No-Effort, No-Cost Water Harvesting
By Julia Fonseca
Whew, digging swales and basins is hard work! Gutters and tanks are expensive. And as the skimpy summer rains of 2009 demonstrated, how do you harvest rain when the rain refuses to fall?
Fortunately, there is a way to harvest water, even during droughts. It costs nothing, and requires no expenditure of energy. Can this be true? Grab yourself a cool drink, take a seat, and let the litter fall. Leaf and stem litter, that is.
You’ve been spending too much time raking and bagging those leaves, seed pods and twigs. They could be working for you, if you don’t throw them out. No, I’m not talking about composting. Composting is work too! But if you just left the litter where it fell, it would in time form a nice natural mulch that would slow erosion, build up the water-holding ability of the soil, and help make the soil easier to dig, if you do decide to dig a swale someday. Be a litter harvester!
Plant litter is so important that it is one of the three key measurements that the Natural Resources Conservation Service uses as a measure of watershed condition.

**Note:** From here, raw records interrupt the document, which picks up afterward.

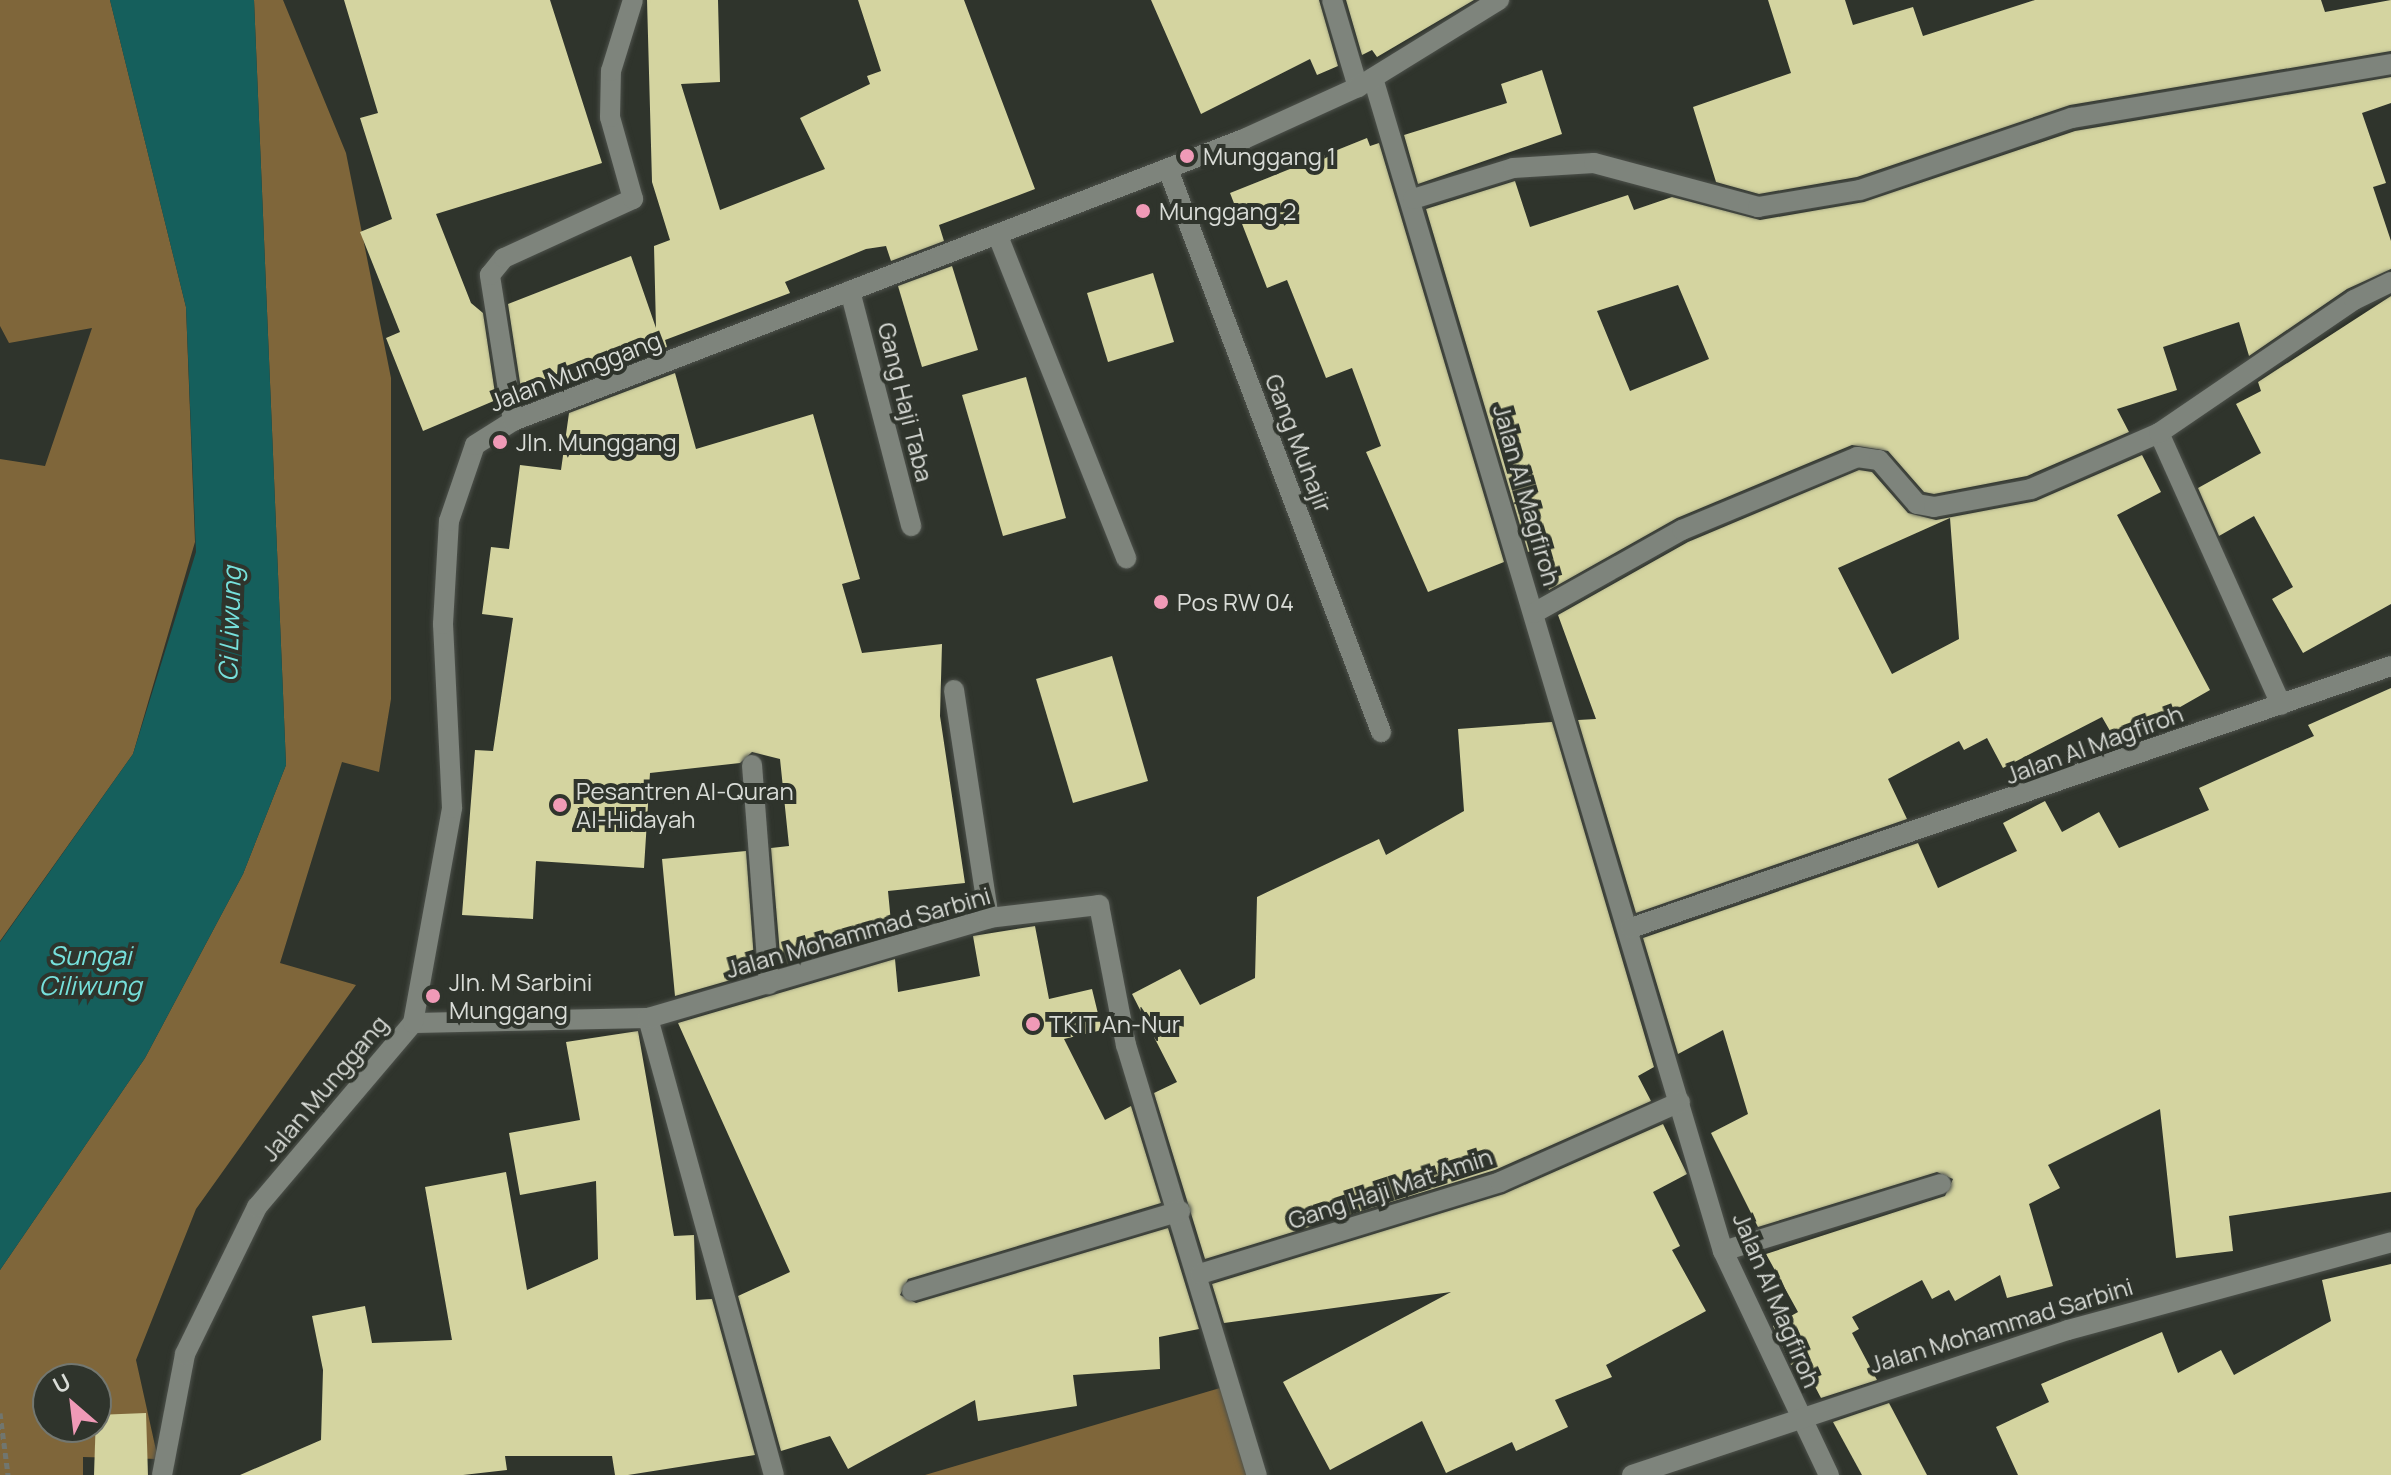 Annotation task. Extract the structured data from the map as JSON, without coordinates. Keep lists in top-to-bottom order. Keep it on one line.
{"streets":{"street":["Jalan Munggang","Gang Haji Taba","Gang Muhajir","Jalan Al Magfiroh","Jalan Mohammad Sarbini","Gang Haji Mat Amin"]},"crossings":[["Jalan Munggang","Gang Haji Taba"],["Jalan Munggang","Gang Muhajir"],["Jalan Munggang","Jalan Al Magfiroh"],["Jalan Munggang","Jalan Mohammad Sarbini"],["Jalan Al Magfiroh","Jalan Mohammad Sarbini"],["Jalan Al Magfiroh","Gang Haji Mat Amin"],["Jalan Mohammad Sarbini","Gang Haji Mat Amin"]],"water":["Ci Liwung","Sungai Ciliwung"],"places":["Munggang 1","Munggang 2","Jln. Munggang","Pos RW 04","Pesantren Al-Quran Al-Hidayah","Jln. M Sarbini Munggang","TKIT An-Nur"],"north":"top left"} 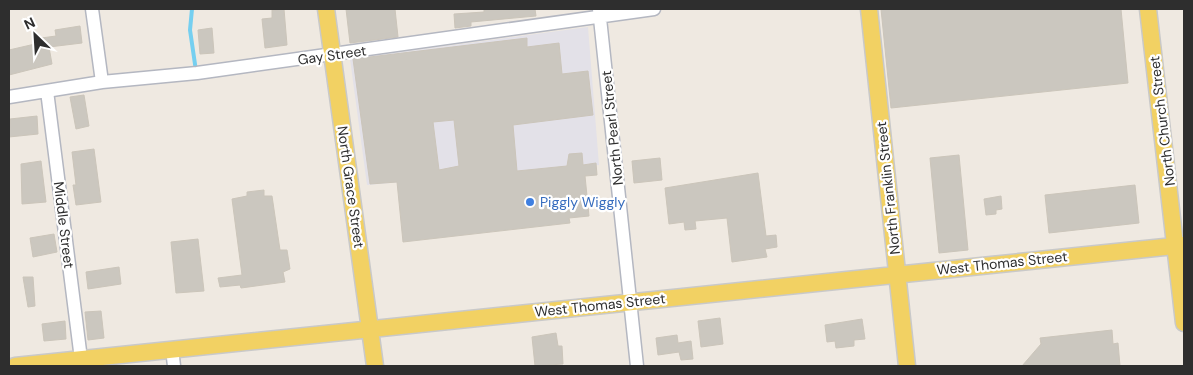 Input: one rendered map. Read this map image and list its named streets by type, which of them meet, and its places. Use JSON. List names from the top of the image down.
{
  "streets": {
    "main road": [
      "North Church Street",
      "North Grace Street",
      "North Franklin Street",
      "West Thomas Street"
    ],
    "street": ["Gay Street", "North Pearl Street", "Middle Street"]
  },
  "crossings": [
    ["Gay Street", "North Pearl Street"],
    ["Gay Street", "North Grace Street"],
    ["Gay Street", "Middle Street"],
    ["North Church Street", "West Thomas Street"],
    ["North Pearl Street", "West Thomas Street"],
    ["North Grace Street", "West Thomas Street"],
    ["North Franklin Street", "West Thomas Street"],
    ["Middle Street", "West Thomas Street"]
  ],
  "places": ["Piggly Wiggly"],
  "north": "top left"
} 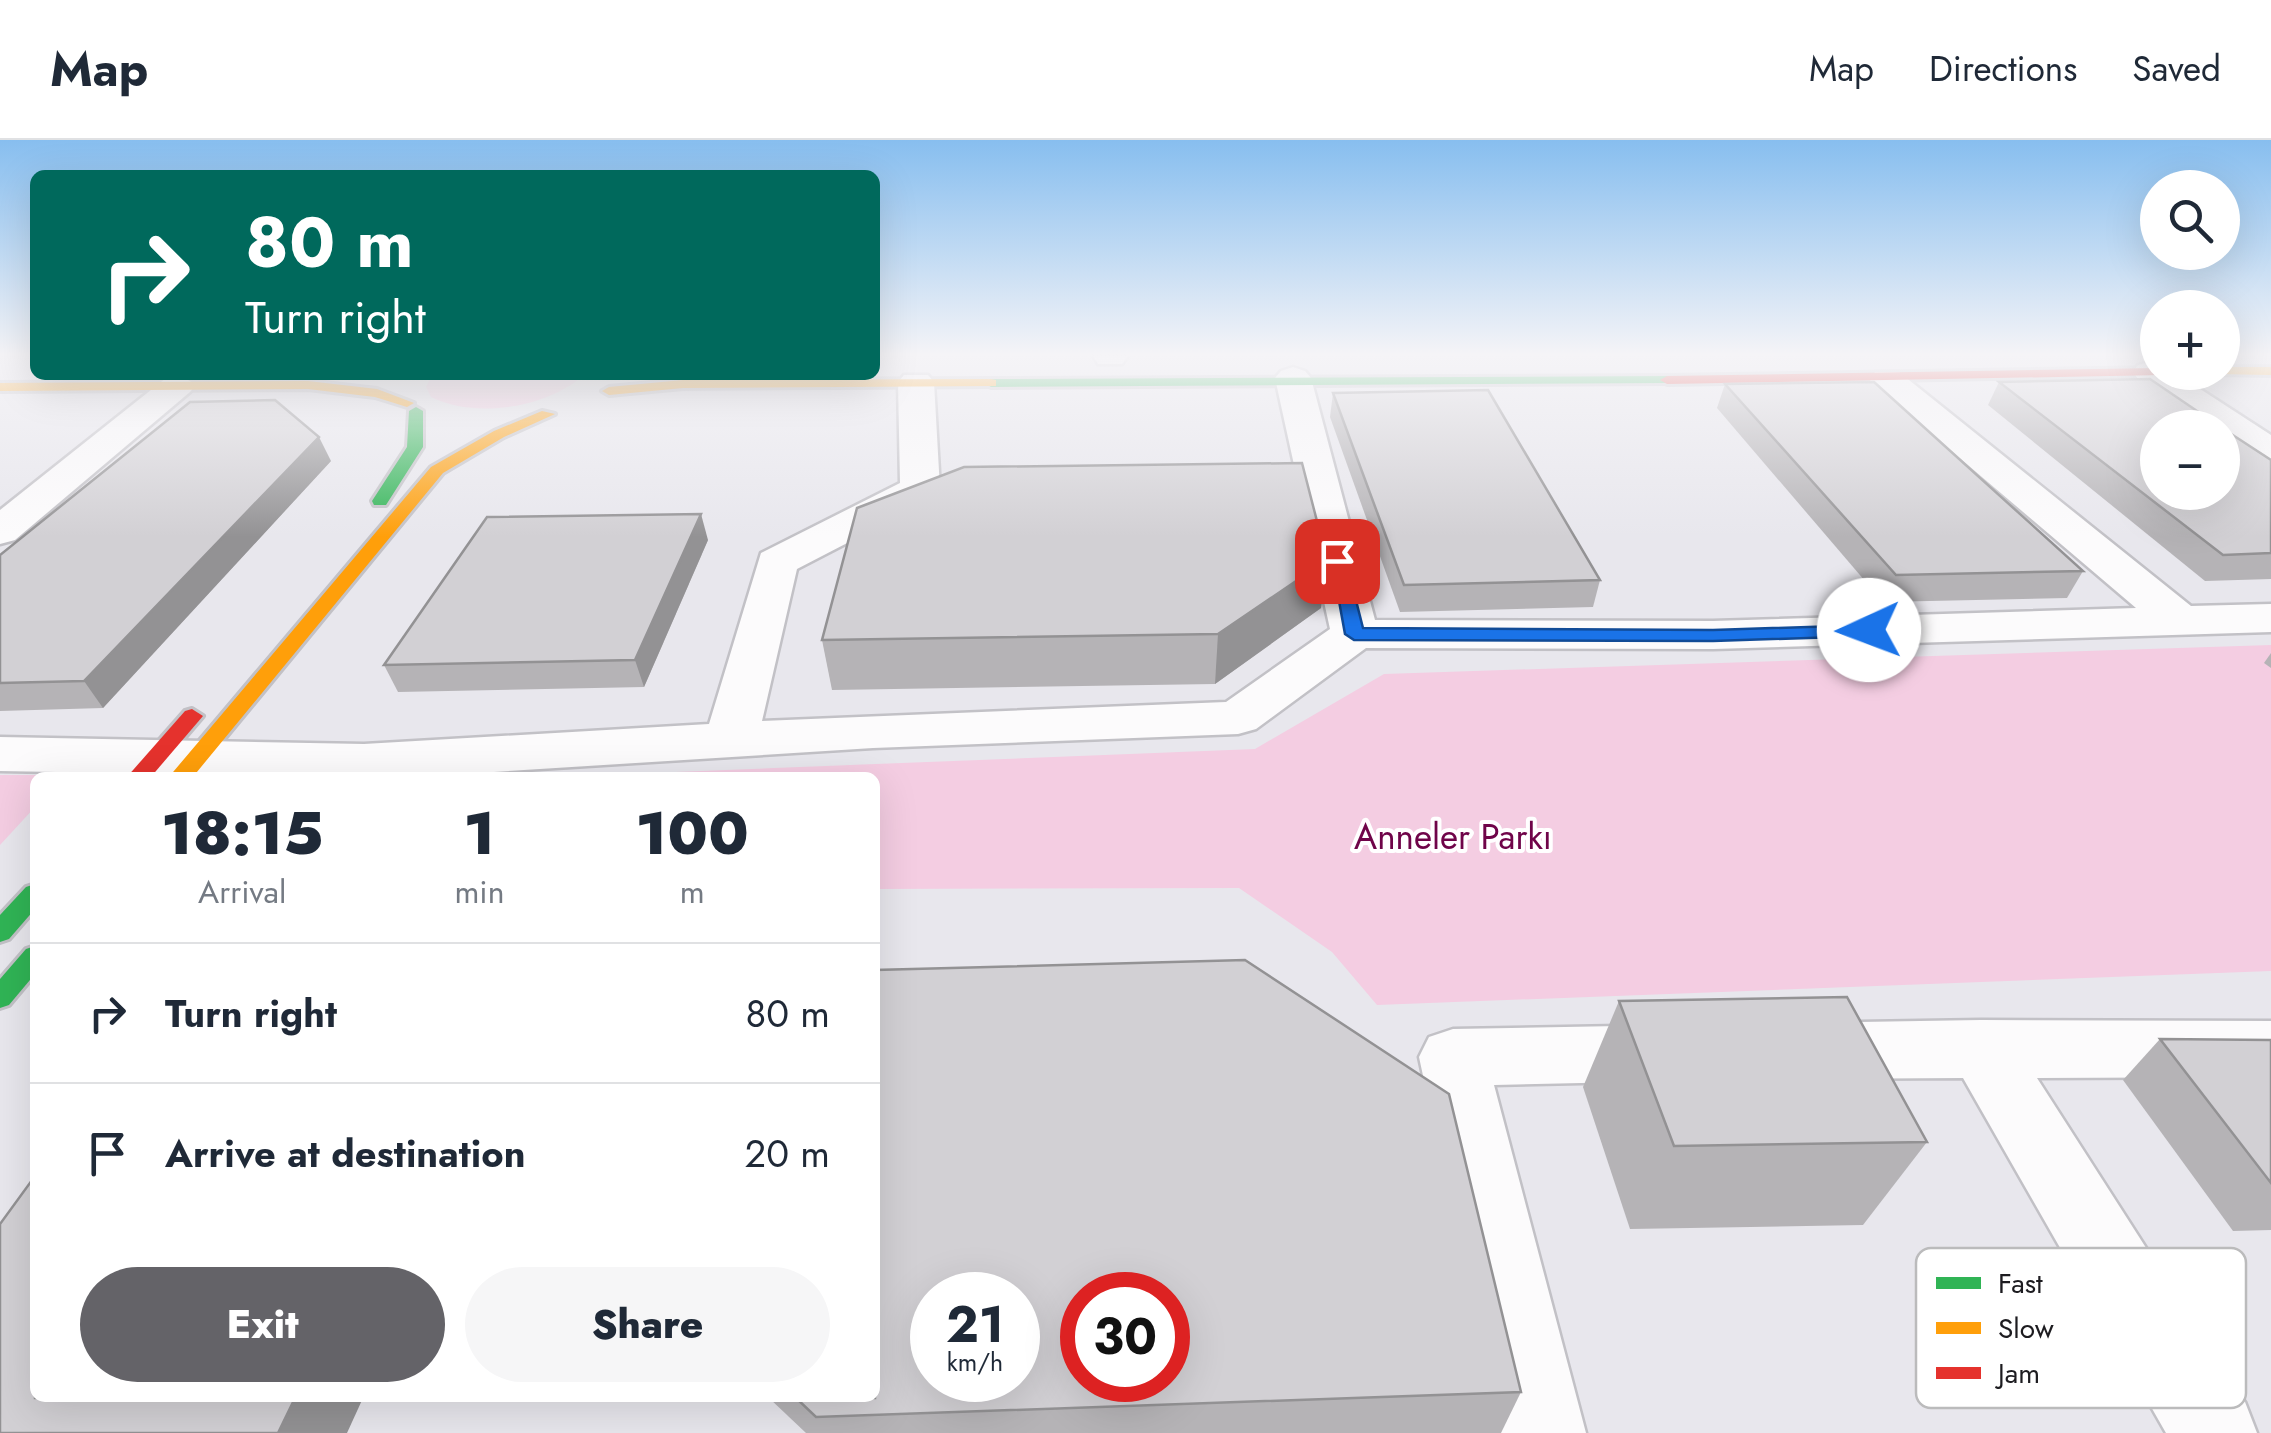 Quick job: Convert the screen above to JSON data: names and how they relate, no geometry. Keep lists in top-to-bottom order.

Plant cover, litter, and rock all help stem erosion of sloping land. If it’s not raining, only litter and rock can retard runoff, and shade the soil, AND retain moisture. (But see my rant against crushed rock landscaping.)
A layer of litter will work for you every time it rains well enough to penetrate the litter layer, making it more difficult for the sun to evaporate moisture from the soil below. So, if you do need to rake up litter, then consider moving it to areas where it can mulch a plant.
Even when it isn’t raining, a layer of leaf litter recruits workers to improve your soil. Unlike rock, leaf and twig litter is readily colonized by tiny organisms, and those attract others and pretty soon you have unpaid laborers tunneling into your soil, creating “macropores” for better, deeper infiltration. In urban Tucson you can also get thrashers, cactus wrens and towhees tilling the ground and scratching for goodies!
All work together to decompose your litter into smaller pieces, and that helps pump extra carbon into the soil. Extra carbon in your soils is part of the magic. Soil carbon boosts the ability of the soil to hold water for later use by plants, resulting in a healthier and more drought-resistant landscape.